Avant-garde electronica, funk, rave, Krautrock and punk are all grist to the mill of an outfit equally comfortable touring with Do Make Say Think and MIA, the disparate styles fashioned into aural smartbombs that target your pleasure centres and detonate to maximum effect. There are casualties all around me - a bloke in a panama hat, another in a pair of horizontally-barred red Klaxons glasses, a curly-haired first-time pillhead - leaping around unself-consciously, all self-control joyously offered up and surrendered to the band on stage. Getting an Oxford crowd to respond (let alone to dance) is so often like getting blood from a stone, but Holy Fuck appear capable of slashing open a vein.

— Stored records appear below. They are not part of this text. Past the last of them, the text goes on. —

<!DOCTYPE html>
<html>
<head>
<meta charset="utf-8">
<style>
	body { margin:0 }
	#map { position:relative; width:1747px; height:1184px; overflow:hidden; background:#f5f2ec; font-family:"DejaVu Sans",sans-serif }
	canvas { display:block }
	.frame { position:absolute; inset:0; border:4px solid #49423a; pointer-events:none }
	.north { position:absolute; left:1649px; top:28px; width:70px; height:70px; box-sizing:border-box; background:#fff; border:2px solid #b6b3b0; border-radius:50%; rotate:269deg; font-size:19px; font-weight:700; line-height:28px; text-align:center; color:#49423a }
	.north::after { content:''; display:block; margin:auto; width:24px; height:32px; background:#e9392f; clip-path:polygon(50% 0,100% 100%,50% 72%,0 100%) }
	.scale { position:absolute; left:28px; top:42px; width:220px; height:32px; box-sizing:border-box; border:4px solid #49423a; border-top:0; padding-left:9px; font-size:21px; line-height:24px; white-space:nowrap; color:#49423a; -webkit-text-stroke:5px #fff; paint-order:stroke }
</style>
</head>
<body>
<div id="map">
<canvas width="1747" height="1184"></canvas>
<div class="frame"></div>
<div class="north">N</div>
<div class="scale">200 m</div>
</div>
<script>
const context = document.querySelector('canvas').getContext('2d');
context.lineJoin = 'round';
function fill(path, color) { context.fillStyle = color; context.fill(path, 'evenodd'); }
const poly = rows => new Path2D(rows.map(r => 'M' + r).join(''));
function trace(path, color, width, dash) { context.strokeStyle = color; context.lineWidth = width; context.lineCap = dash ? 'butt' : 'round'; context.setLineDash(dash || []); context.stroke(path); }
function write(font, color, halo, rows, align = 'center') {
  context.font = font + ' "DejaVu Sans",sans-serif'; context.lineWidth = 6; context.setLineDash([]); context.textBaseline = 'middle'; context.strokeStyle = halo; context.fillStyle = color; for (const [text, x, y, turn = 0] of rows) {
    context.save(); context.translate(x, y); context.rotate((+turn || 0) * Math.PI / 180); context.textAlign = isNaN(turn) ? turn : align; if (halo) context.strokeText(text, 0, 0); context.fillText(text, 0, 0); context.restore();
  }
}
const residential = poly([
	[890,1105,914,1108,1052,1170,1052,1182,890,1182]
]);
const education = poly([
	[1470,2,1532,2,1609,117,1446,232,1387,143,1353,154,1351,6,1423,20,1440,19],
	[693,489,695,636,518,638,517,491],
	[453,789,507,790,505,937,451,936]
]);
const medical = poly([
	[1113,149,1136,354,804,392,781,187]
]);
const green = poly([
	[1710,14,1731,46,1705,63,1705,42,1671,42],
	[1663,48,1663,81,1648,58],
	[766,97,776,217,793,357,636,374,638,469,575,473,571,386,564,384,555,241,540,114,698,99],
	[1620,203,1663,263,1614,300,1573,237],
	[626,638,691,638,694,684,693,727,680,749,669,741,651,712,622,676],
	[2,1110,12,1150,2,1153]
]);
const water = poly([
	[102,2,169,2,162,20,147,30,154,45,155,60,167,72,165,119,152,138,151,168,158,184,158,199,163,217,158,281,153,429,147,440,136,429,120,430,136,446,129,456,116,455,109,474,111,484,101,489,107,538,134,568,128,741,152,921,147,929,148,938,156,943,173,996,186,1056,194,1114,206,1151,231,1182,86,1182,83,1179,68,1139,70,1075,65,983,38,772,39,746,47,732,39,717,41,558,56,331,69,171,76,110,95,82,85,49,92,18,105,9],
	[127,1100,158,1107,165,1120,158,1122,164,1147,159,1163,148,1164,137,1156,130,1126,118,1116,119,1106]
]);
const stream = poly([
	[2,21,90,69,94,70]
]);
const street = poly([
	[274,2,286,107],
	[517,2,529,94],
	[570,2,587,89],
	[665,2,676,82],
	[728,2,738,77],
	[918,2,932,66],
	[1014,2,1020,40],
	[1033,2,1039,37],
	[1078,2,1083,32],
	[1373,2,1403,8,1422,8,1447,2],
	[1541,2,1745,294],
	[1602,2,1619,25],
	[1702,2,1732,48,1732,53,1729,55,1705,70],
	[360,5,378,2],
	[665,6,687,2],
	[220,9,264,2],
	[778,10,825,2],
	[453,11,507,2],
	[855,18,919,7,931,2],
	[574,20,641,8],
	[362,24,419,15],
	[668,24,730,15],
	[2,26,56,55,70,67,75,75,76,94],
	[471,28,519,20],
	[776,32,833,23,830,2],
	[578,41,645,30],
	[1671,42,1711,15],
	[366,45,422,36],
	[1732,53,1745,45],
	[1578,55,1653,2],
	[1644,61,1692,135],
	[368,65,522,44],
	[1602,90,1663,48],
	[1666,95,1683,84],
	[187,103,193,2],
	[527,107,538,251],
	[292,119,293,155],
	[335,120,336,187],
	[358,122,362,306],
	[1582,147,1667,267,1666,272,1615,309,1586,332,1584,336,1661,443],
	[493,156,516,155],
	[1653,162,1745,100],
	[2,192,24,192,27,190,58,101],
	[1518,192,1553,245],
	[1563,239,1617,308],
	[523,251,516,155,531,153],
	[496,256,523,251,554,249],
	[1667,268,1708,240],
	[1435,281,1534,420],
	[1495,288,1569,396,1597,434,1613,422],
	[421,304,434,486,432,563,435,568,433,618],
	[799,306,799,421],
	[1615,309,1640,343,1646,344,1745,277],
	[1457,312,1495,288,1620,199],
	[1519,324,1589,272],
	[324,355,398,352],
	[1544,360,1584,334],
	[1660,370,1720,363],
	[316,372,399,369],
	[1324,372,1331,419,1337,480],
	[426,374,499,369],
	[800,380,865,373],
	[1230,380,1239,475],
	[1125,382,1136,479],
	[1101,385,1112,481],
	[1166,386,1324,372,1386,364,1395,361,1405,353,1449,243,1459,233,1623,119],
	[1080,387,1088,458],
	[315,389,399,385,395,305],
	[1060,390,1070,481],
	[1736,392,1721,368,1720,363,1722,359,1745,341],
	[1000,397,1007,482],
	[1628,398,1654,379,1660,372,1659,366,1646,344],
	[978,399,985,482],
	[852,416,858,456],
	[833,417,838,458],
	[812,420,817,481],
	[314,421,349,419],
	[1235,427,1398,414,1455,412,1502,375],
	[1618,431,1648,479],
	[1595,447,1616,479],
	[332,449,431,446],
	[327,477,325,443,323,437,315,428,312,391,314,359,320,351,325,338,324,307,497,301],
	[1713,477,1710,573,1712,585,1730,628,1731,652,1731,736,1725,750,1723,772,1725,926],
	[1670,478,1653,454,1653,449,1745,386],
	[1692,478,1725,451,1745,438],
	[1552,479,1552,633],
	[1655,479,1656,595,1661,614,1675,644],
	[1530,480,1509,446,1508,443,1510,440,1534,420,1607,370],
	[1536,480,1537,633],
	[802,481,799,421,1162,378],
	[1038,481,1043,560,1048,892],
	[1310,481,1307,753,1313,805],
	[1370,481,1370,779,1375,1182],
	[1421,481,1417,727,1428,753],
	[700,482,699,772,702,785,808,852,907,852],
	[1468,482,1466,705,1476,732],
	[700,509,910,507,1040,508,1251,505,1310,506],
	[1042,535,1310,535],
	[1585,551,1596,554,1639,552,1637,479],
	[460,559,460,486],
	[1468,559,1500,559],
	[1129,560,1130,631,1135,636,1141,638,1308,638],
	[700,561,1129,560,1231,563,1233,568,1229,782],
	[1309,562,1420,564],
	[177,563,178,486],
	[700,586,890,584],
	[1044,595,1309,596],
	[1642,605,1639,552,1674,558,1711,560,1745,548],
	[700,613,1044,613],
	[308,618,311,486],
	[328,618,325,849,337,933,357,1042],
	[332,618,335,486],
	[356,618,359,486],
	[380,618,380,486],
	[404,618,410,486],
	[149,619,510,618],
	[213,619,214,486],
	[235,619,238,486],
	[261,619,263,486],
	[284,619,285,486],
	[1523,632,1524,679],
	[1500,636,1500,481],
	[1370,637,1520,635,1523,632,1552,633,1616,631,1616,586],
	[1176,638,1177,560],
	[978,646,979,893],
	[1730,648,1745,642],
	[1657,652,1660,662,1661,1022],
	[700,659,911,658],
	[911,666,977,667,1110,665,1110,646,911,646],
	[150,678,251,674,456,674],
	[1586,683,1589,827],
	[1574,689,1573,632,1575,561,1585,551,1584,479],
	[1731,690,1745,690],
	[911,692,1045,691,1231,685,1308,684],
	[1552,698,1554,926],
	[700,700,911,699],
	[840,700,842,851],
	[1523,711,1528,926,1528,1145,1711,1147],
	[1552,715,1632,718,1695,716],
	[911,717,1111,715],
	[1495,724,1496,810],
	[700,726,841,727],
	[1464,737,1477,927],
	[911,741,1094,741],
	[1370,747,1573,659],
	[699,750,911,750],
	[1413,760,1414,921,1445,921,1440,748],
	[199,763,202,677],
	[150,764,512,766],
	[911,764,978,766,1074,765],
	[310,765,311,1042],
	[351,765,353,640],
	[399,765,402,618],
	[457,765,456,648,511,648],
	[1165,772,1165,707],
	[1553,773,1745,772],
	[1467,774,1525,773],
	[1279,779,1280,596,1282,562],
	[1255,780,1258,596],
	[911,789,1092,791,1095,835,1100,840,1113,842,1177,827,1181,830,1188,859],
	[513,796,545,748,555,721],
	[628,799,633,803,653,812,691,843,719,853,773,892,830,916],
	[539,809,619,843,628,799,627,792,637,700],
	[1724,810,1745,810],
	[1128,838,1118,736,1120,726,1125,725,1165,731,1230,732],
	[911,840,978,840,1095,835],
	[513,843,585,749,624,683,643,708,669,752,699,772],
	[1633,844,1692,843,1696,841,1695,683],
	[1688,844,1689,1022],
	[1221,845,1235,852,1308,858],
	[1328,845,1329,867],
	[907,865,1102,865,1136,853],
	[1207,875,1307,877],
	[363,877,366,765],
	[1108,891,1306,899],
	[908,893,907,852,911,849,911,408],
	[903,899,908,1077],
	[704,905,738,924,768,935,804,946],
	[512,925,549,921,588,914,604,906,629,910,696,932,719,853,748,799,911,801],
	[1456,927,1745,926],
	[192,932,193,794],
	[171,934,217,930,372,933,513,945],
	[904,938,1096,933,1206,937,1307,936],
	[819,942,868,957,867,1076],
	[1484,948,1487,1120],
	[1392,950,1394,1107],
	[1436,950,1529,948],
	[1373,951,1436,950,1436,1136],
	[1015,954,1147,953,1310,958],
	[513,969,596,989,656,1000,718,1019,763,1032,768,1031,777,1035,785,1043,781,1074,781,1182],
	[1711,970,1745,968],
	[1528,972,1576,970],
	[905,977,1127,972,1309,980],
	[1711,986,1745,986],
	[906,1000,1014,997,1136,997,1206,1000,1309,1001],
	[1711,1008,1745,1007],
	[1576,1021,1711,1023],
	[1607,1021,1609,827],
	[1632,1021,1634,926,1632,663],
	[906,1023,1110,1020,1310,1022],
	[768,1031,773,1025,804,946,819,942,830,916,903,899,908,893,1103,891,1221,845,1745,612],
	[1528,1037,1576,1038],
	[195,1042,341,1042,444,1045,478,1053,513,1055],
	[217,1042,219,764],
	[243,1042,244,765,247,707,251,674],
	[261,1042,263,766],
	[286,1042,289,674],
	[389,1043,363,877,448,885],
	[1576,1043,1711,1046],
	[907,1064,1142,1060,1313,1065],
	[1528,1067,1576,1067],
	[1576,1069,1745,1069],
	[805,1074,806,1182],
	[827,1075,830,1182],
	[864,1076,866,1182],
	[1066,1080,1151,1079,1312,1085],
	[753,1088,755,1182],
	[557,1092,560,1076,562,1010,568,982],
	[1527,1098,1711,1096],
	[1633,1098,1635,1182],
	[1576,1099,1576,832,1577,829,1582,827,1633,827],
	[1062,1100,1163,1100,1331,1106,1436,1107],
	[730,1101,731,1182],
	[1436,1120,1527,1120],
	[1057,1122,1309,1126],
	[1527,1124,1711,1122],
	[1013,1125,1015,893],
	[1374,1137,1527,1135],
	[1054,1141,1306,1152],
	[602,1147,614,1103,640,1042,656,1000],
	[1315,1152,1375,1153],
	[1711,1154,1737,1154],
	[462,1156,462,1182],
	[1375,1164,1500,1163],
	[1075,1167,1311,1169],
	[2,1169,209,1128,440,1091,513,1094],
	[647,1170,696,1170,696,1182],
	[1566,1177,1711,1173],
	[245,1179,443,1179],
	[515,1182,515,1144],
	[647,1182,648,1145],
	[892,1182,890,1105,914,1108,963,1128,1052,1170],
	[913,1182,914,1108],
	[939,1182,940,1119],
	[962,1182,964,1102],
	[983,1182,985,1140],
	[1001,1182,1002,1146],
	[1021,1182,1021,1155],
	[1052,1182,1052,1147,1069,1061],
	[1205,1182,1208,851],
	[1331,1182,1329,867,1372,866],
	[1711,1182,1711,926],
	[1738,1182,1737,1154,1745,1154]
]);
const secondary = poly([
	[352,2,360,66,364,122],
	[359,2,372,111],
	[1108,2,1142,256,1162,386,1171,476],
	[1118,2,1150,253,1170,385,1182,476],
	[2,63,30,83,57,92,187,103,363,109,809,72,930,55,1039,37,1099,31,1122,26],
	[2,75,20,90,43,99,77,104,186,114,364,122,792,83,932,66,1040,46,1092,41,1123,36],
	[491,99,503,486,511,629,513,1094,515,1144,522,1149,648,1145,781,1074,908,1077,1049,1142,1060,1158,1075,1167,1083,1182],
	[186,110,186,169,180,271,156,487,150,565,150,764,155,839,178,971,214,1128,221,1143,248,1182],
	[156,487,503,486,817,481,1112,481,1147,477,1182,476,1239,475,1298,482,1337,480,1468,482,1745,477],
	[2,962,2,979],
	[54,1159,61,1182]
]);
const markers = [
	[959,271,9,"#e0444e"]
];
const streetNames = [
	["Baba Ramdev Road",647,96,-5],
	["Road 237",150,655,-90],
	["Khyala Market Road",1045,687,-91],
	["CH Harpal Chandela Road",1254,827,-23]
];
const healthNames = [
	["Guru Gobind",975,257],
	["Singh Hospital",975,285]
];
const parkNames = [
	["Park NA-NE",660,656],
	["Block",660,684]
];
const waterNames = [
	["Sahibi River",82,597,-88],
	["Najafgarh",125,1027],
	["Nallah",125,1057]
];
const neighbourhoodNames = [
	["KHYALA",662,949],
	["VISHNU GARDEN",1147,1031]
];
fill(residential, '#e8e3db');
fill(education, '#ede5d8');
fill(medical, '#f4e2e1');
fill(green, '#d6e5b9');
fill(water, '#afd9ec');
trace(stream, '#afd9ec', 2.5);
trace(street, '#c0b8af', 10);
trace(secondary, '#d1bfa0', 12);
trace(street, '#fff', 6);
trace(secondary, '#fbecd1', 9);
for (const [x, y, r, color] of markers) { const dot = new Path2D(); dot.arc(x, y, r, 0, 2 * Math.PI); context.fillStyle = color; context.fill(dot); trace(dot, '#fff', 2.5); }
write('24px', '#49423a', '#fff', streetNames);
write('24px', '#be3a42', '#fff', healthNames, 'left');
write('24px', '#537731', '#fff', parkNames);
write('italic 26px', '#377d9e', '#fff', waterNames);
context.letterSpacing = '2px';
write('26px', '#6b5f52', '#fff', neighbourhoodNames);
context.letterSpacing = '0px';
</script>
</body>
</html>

While the majority of the material is drawn from LP - the pick being 'Super Inuit' and 'Lovely Allen' (their "ballad", they claim, not entirely disingenuously) which close the main set and a whiplash-fast 'Safari' which brings the curtain down - there are also a handful of unfamiliar, presumably new songs that up the funk, particularly via groovesome disco basslines and drums that suggest the rhythm section is becoming ever more integral to their sound.

A week later Holy Fuck will be playing the Breeders-curated ATP. To refer to tonight's show as a warm-up would be to imply that they can be anything other than positively molten. And that, frankly, would be very wrong indeed.